As palavras dele me cortaram fundo. Eu sabia que fugia das responsabilidades — passava mais tempo no trabalho do que em casa, inventando desculpas pra não encarar o caos familiar. Rafael era quem ficava: pagava as contas atrasadas, levava minha mãe ao médico, discutia com os vizinhos barulhentos.

Naquela noite, sentei sozinho na sala escura e tentei lembrar da última vez em que rimos juntos. Talvez num Natal antigo, quando ainda acreditávamos que tudo ia melhorar. Agora só restavam silêncios e cobranças veladas.

Os dias seguintes foram um borrão de preocupações: médicos, exames, receitas esquecidas na gaveta. Minha mãe se recusava a sair do quarto; dizia que estava cansada de esperar por notícias boas que nunca chegavam. O bairro parecia mais cinza sem ela na janela.

Uma tarde, encontrei Dona Cida, a vizinha fofoqueira:

— Sua mãe sempre dizia que esperava ver você casado, Pedro… Agora ela só fala em saudade.

Fiquei sem resposta. Nunca dei netos pra minha mãe; nunca trouxe alguém pra dividir a mesa de domingo. Sempre achei que tinha tempo.

Na semana seguinte, Rafael explodiu:

— Você só aparece quando tudo já tá desmoronando! Eu tô sozinho aqui há anos! Você sabe o que é ver nossa mãe sumindo aos poucos?

— Não fala assim comigo! — gritei de volta. — Eu também sofro!

— Sofre? Você foge! Vai embora todo dia antes do café esfriar!

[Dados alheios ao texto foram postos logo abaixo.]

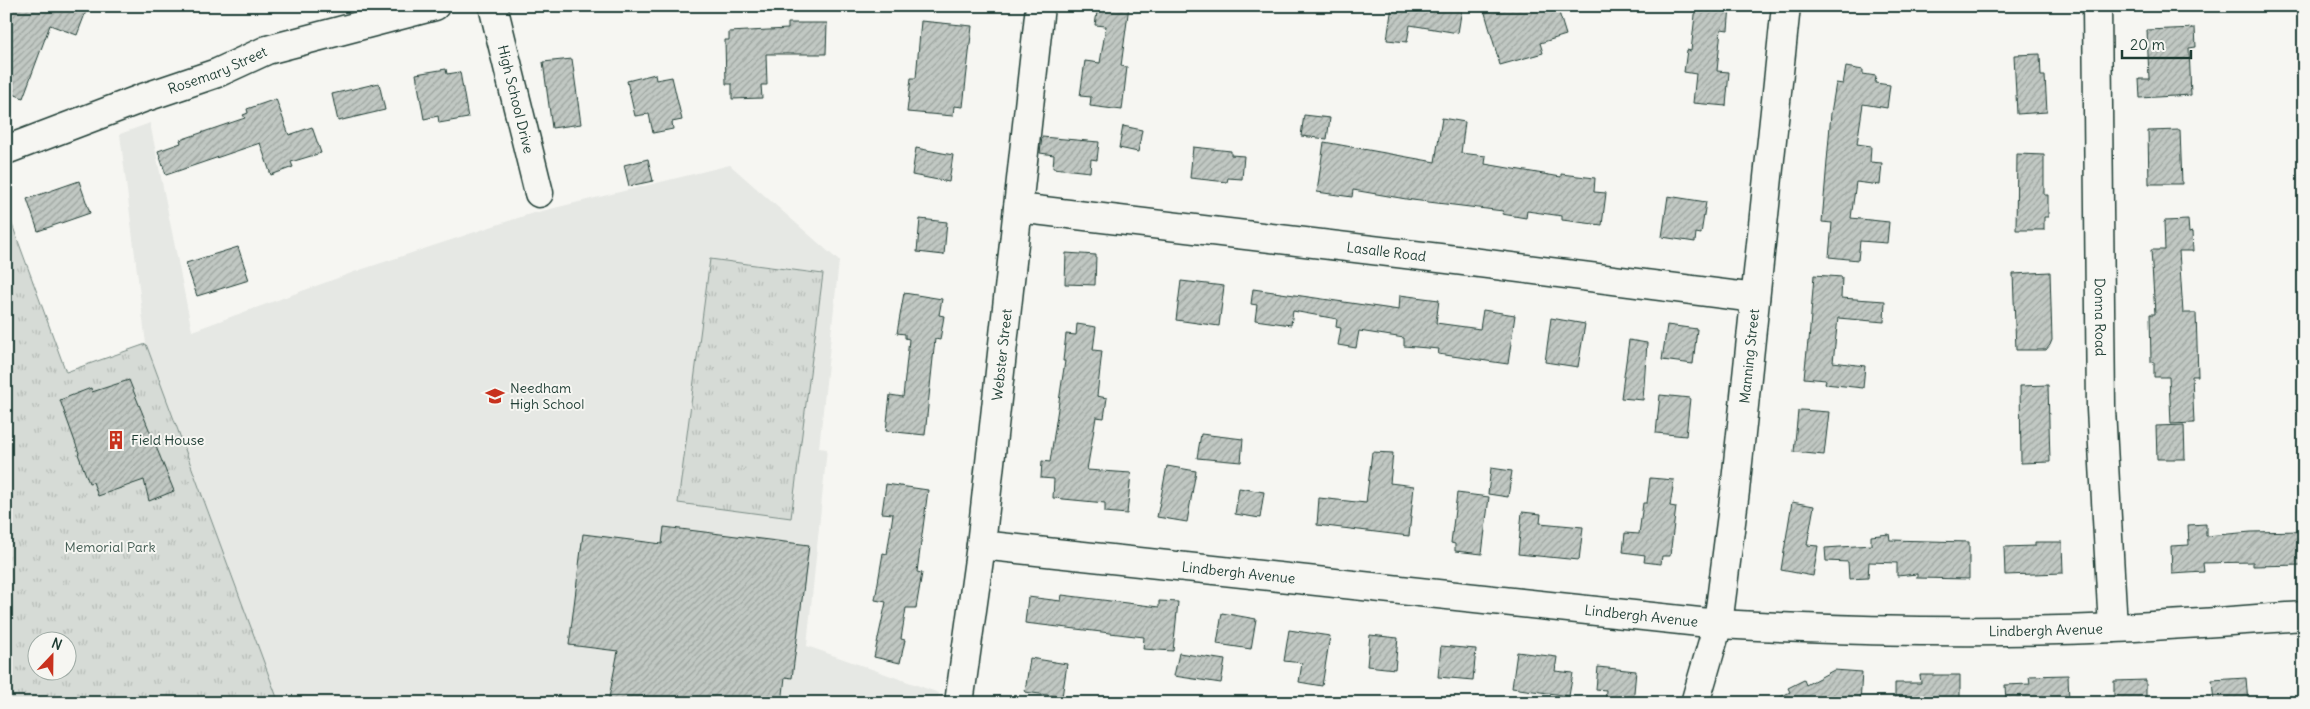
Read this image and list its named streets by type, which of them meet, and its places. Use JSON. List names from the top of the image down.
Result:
{
  "streets": {
    "street": [
      "Rosemary Street",
      "High School Drive",
      "Lasalle Road",
      "Donna Road",
      "Webster Street",
      "Manning Street",
      "Lindbergh Avenue"
    ]
  },
  "crossings": [
    ["Lasalle Road", "Webster Street"],
    ["Lasalle Road", "Manning Street"],
    ["Donna Road", "Lindbergh Avenue"],
    ["Webster Street", "Lindbergh Avenue"],
    ["Manning Street", "Lindbergh Avenue"]
  ],
  "parks": ["Memorial Park"],
  "places": {
    "school or university": ["Needham High School"],
    "building": ["Field House"]
  },
  "scale_bar": "20 m",
  "north": "top"
}
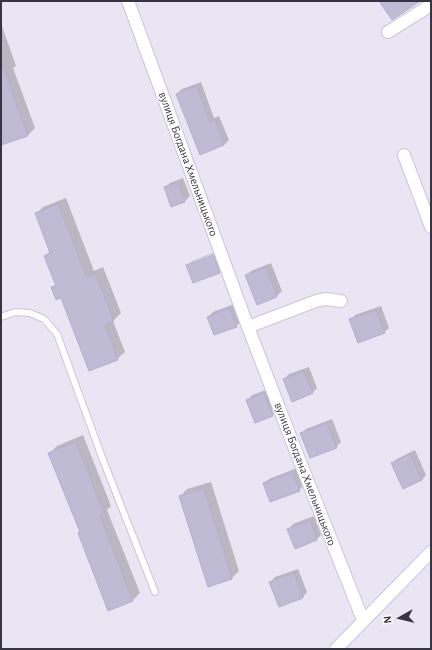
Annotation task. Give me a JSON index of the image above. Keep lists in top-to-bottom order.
{
  "streets": {
    "street": ["вулиця Богдана Хмельницького"]
  },
  "north": "left"
}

A discussão ecoou pela casa vazia. Minha mãe ouviu tudo do quarto e chorou baixinho. Naquela noite, sentei ao lado dela e pedi desculpas:

— Mãe… me perdoa por não estar aqui quando a senhora mais precisou.

Ela segurou minha mão com força surpreendente:

— Filho… ninguém espera pra sempre. Às vezes a gente cansa de olhar pela janela e só vê saudade voltando.

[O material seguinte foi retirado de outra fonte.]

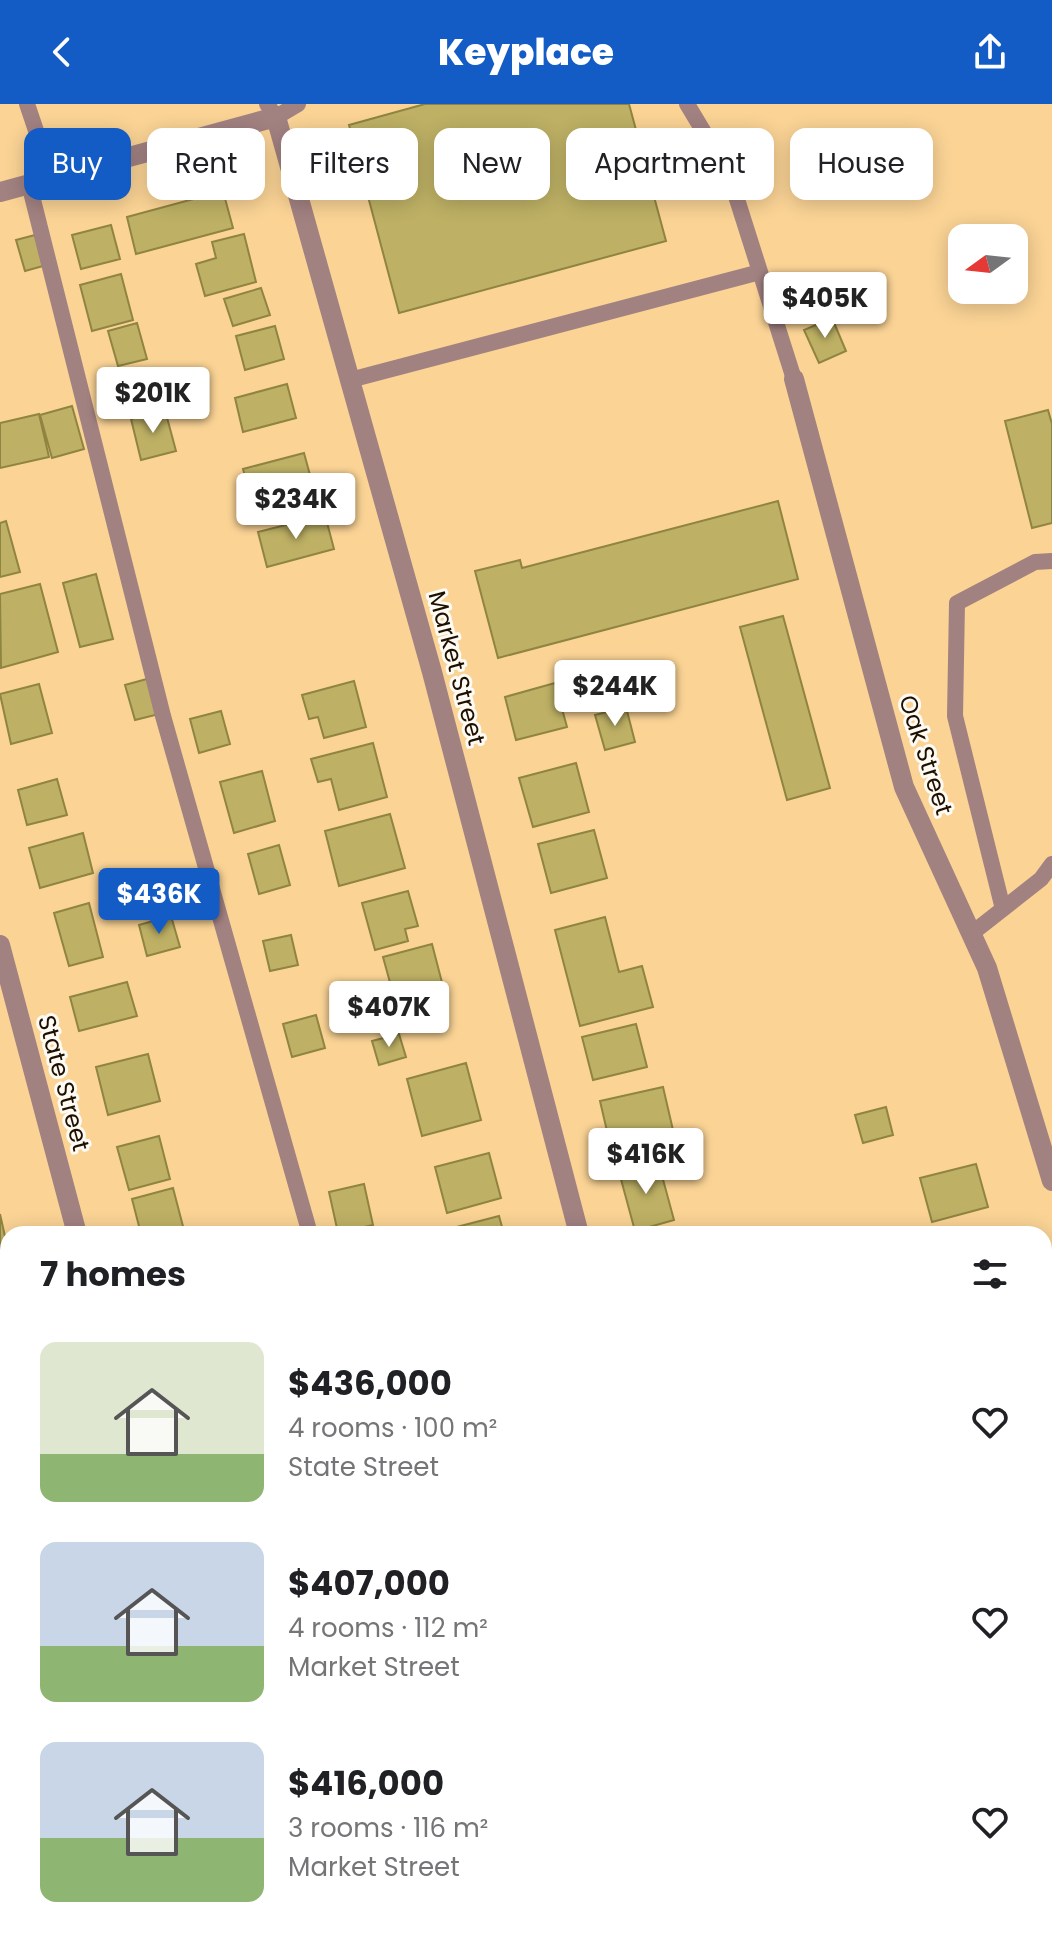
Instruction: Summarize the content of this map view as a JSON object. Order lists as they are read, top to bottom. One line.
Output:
{"streets":{"street":["Market Street","Oak Street","State Street"]},"north":"left","page":{"header":"Keyplace","chip":["Buy","Rent","Filters","New","Apartment","House"],"price":["$405K","$201K","$234K","$244K","$436K","$407K","$416K"],"heading":"7 homes","list":[{"name":"$436,000","note":"4 rooms · 100 m² · State Street"},{"name":"$407,000","note":"4 rooms · 112 m² · Market Street"},{"name":"$416,000","note":"3 rooms · 116 m² · Market Street"}]}}
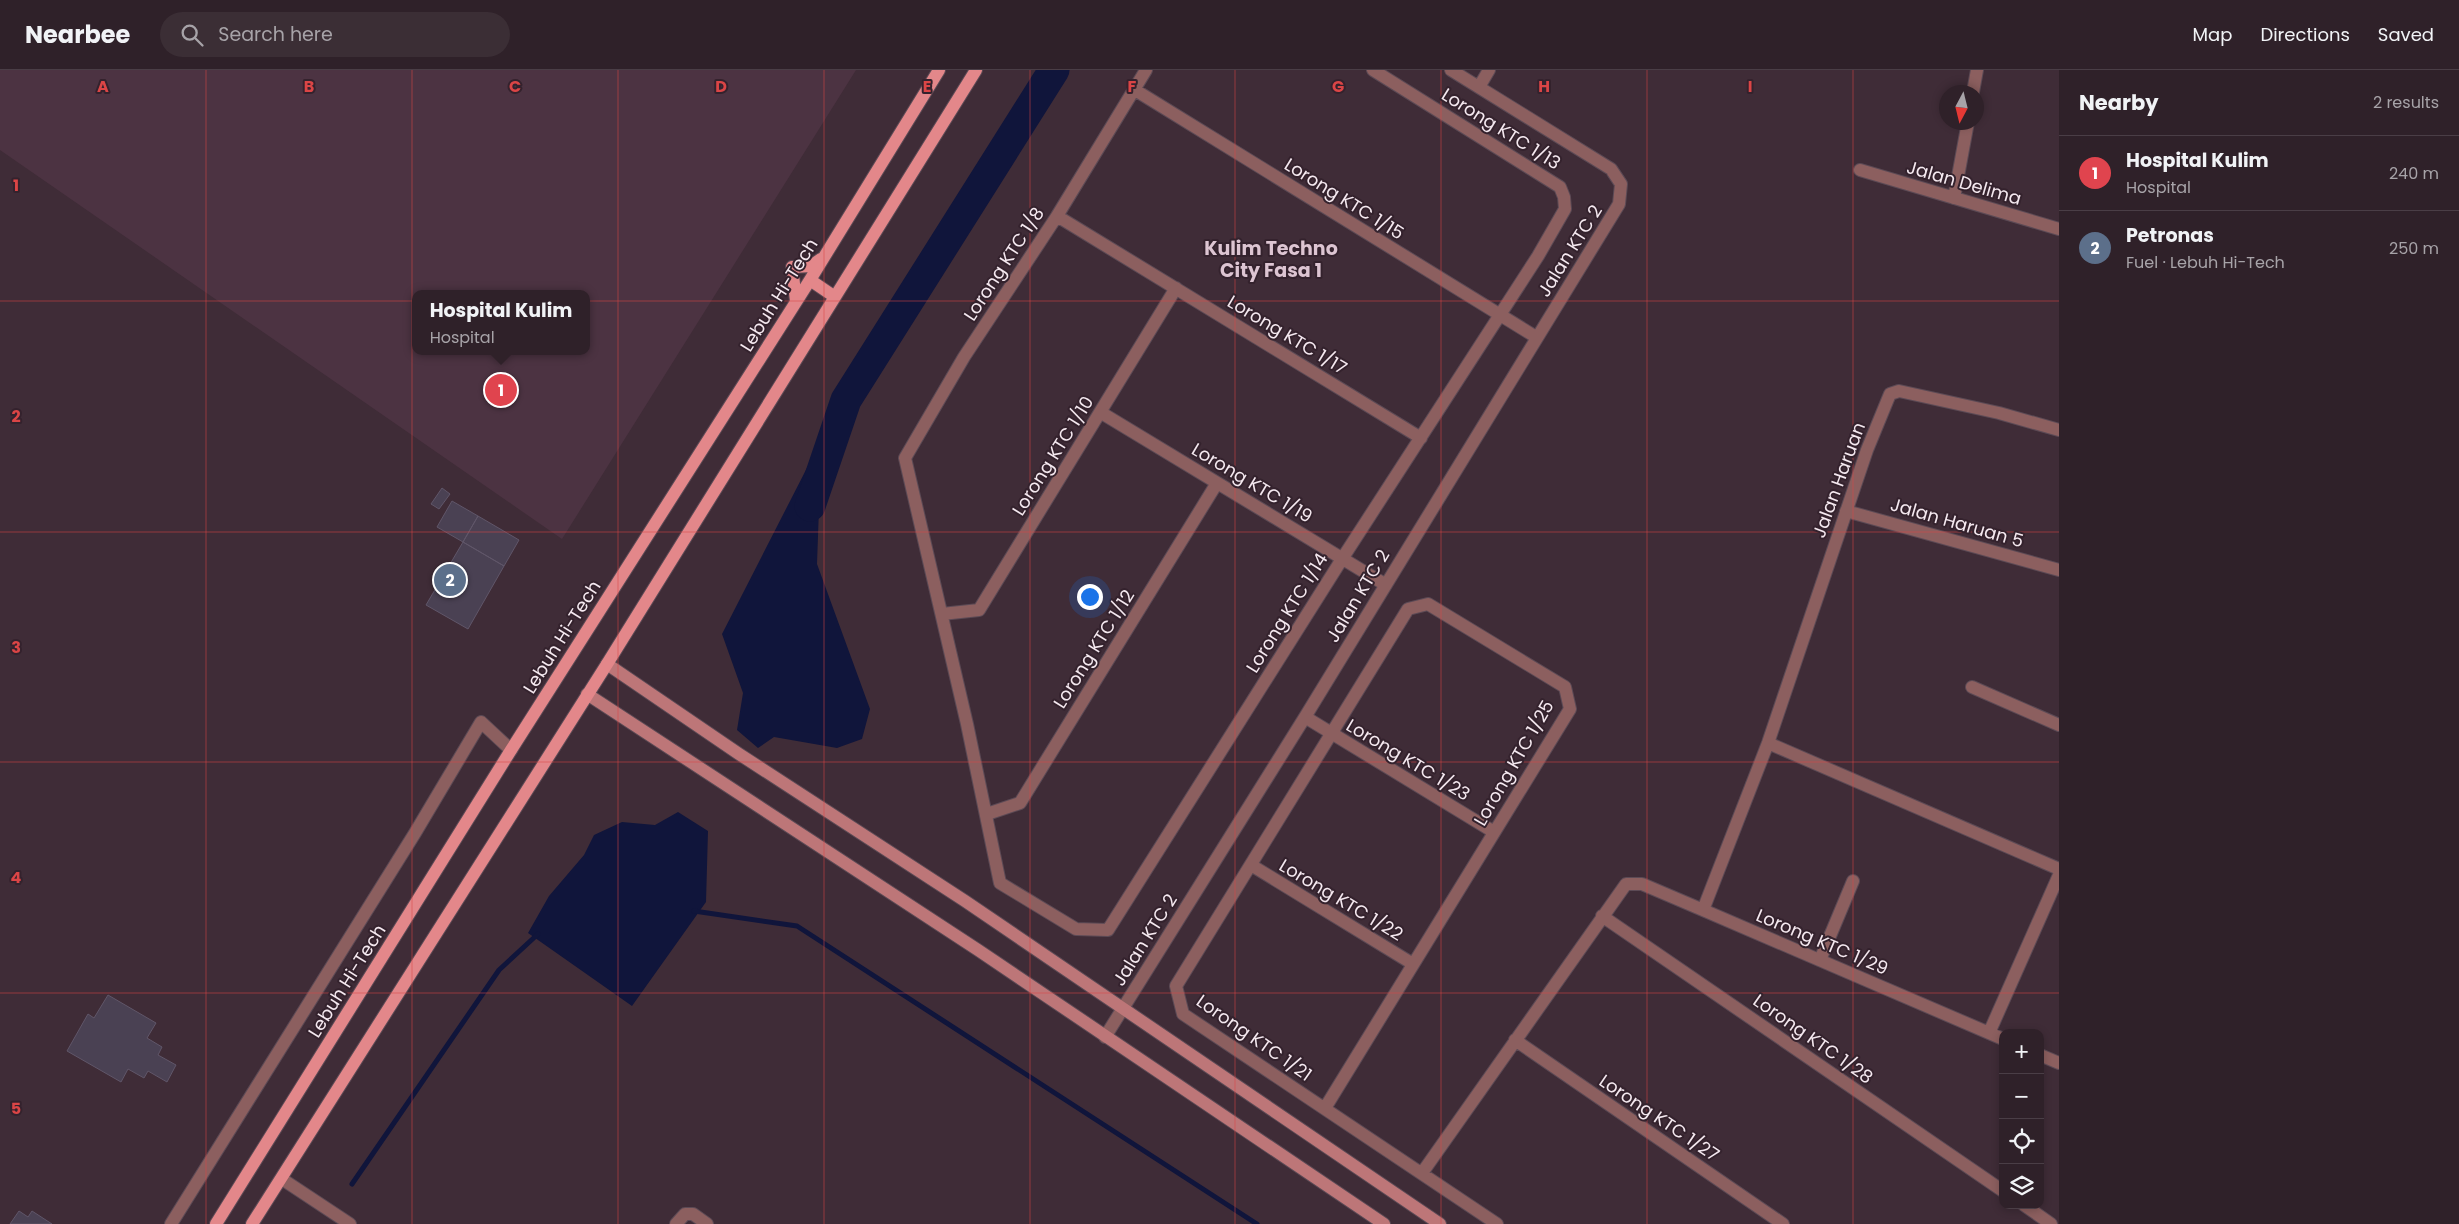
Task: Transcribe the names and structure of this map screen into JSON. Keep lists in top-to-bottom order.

Fiquei ali até ela dormir. Pela primeira vez em anos, senti o peso real da solidão dela — e da minha também.

No domingo seguinte, tentei mudar as coisas: fiz café fresco, preparei pão de queijo como ela gostava e chamei Rafael pra sentar à mesa comigo. O clima ainda era tenso, mas pela primeira vez em muito tempo conversamos sobre o passado: as festas juninas na rua de baixo, as brigas por causa do controle remoto, as cartas do meu pai guardadas no fundo do armário.

Minha mãe sorriu tímido:

— Vocês lembram quando eu ficava na janela esperando vocês voltarem da escola?

Rafael assentiu:

— Era bom saber que tinha alguém esperando…

O silêncio caiu de novo, mas dessa vez era menos pesado.

Com o tempo, minha mãe voltou a sentar na janela — não todos os dias, mas de vez em quando. Eu e Rafael aprendemos a dividir as dores e as tarefas; paramos de fingir que tudo estava bem e começamos a falar sobre o que realmente importava: medo de perder quem amamos, vergonha de pedir ajuda, dificuldade de perdoar.

Hoje olho para aquela janela e entendo: ninguém espera pra sempre. Mas às vezes basta sentar junto por alguns minutos para transformar saudade em presença.

Será que a gente só percebe o valor das pequenas presenças quando elas ameaçam desaparecer? Quantas janelas vazias existem nas casas brasileiras esperando por um pouco de reconciliação?